El Watan du 08 Novembre
Les retraités n’en finissent pas de
broyer du noir
Près de 546 000 retraités touchent moins de 15 000 DA
par mois. Selon les témoignages de certains, cette pension
dérisoire ne leur permet même pas de subvenir
aux besoins les plus élémentaires de leurs familles.
Pension dérisoire, précarité…
En ce jeudi ensoleillé, les vieux commencent à arriver
dans un jardin de la capitale. Chaque après-midi, ils
se donnent rendez-vous dans ce lieu pour discuter,
palabrer et surtout jouer d’interminables parties de dominos.
Histoire de tuer le temps. Mais avant d’entamer
leur passion favorite, ces personnes du troisième âge
font la «revue de presse» de l’actualité nationale et
internationale. Tout est passé au crible. Ils pourraient
aisément rivaliser avec les plus talentueux commentateurs
en raison de la pertinence de leurs analyses.

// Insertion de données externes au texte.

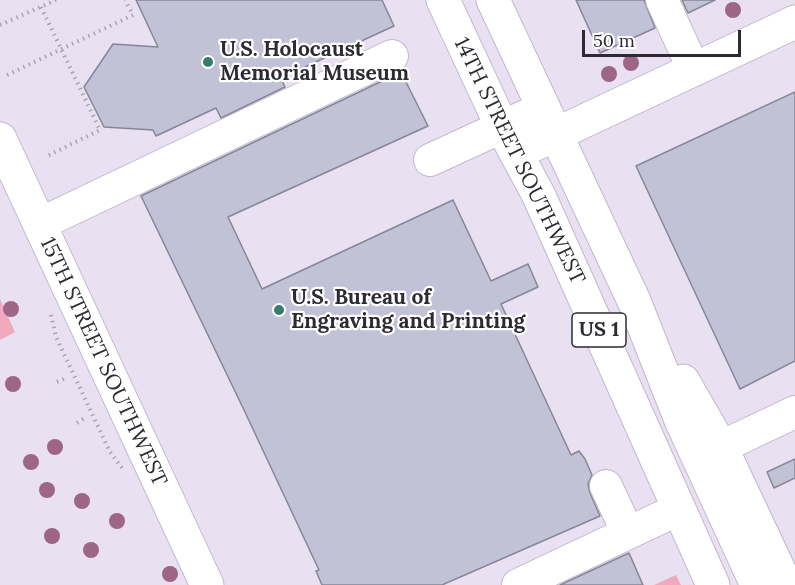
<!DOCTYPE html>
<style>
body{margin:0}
#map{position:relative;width:795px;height:585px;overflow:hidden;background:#e9e0f2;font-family:Lora,serif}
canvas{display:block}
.scale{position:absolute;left:582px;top:30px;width:159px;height:27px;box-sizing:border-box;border:3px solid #2e2a31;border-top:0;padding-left:8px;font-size:18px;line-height:21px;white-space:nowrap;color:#2e2a31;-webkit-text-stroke:4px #fff;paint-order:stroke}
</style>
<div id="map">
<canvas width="795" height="585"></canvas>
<div class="scale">50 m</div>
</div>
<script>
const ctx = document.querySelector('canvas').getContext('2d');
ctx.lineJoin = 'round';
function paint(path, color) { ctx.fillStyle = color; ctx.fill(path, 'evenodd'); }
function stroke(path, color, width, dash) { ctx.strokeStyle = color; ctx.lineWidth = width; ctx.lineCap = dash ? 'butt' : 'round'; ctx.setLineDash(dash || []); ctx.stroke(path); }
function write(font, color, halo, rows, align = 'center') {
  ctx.font = font + ' Lora,serif'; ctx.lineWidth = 4.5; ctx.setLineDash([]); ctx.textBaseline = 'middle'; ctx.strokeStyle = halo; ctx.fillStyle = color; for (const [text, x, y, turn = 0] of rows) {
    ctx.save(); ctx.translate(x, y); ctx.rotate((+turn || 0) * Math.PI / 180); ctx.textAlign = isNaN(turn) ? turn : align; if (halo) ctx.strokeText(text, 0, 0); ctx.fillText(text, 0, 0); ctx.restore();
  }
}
const green = new Path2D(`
 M0 299 15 332 0 340Z
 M676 575 681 585H654Z`);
const building = new Path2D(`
 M136 0H382L394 26 281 78 285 87 221 118 216 108 156 136 153 130 104 127 84 87 113 44 158 47Z
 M576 0H644L655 28 600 53Z
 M682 0H715L688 13Z
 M401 72 428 126 228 217 262 289 453 200 491 281 528 264 538 287 501 304 571 455 579 451 585 459 592 475 588 484 590 493 600 516 442 585H322L316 571 319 570 244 410 141 196Z
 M795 92V361L740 389 636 166Z
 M795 459V478L774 488 767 472Z
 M629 553 643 585H560Z`);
const path = new Path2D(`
 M41 7 100 130 45 157
 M0 25 56 0
 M7 75 133 15 125 0
 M51 315 56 337 110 452 122 468
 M57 382 66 378
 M77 423 85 418`);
const minor = new Path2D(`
 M662 0 694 70
 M430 160 543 108
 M40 224 392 56
 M721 447 795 412
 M606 486 628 533
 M518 585 679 509`);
const major = new Path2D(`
 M0 139 207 585
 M516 153 795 22
 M721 447 786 585`);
const highway = new Path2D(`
 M443 0 502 127 539 196 713 585
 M493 0 634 301 681 420 757 585
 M683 381 721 447`);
const trees = [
 [733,10],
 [631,63],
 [609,74],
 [11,309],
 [13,384],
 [55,447],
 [31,462],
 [47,490],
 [82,501],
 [117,521],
 [52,536],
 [91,550],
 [170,574]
];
const markers = [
 [208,62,6,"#377b6f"],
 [279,310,6,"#377b6f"]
];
const shields = [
 [599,330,54]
];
const shieldNames = [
 ["US 1",599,330]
];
const poiNames = [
 ["U.S. Holocaust",220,50],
 ["Memorial Museum",220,74],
 ["U.S. Bureau of",291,298],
 ["Engraving and Printing",291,322]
];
const streetNames = [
 ["14TH STREET SOUTHWEST",519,161,64],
 ["15TH STREET SOUTHWEST",103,362,65]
];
paint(green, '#f1a9be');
paint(building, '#c1c2d5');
stroke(building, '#858698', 1.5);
stroke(minor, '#c1b8ca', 34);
stroke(major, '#c1b8ca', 35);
stroke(highway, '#c1b8ca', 35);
stroke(path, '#aaa3b1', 4, [1.5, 4.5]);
stroke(minor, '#fff', 32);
stroke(major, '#fff', 33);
stroke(highway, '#fff', 33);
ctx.fillStyle = '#9d6586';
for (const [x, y] of trees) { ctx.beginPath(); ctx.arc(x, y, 8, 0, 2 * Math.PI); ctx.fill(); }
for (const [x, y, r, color] of markers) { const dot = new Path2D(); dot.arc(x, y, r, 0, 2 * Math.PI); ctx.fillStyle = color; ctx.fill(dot); stroke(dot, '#fff', 2); }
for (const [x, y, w] of shields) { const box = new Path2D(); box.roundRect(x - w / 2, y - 17, w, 34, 4.5); ctx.fillStyle = '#fff'; ctx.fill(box); stroke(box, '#2e2a31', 1.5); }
write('bold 20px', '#2e2a31', null, shieldNames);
write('bold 21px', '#2e2a31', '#fff', poiNames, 'left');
write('21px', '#2e2a31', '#fff', streetNames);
</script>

Mais les sujets qui leur tiennent à coeur et dominent les
débats sont incontestablement la sortie présidentielle
pour l’inauguration du métro d’Alger et l’approche de
l’Aïd El Adha et son sempiternel problème de dépenses.
En effet, l’inauguration par le président de la République
du métro d’Alger, lundi dernier, a pris l’allure
d’un événement national. La presse en a fait ses choux
gras. Et les images de cette inauguration se sont taillé
la part du lion dans les journaux télévisés de l’Unique,
reléguant ainsi au second plan tous les problèmes et
soucis quotidiens des Algériens, notamment les retraités,
cette frange la plus fragile de la société. «Je me
fiche royalement que le métro d’Alger soit inauguré par
Bouteflika», lâche un vieux retraité de la SNTF. «Ça ne
règlera pas nos ennuis quotidiens. Nous avons du mal
à joindre les deux bouts. Vous êtes journaliste. Faites
un saut dans n’importe quel marché de la capitale. Il y a
de quoi avoir la migraine. Les prix sont hors de portée»,
ajoute-t-il. Comment faire face à la flambée des prix
de large consommation et gérer la fête de l’Aïd El Adha
avec des retraites dérisoires qui ne dépassent pas
pour la plupart les 20 000 DA ? Un sérieux dilemme.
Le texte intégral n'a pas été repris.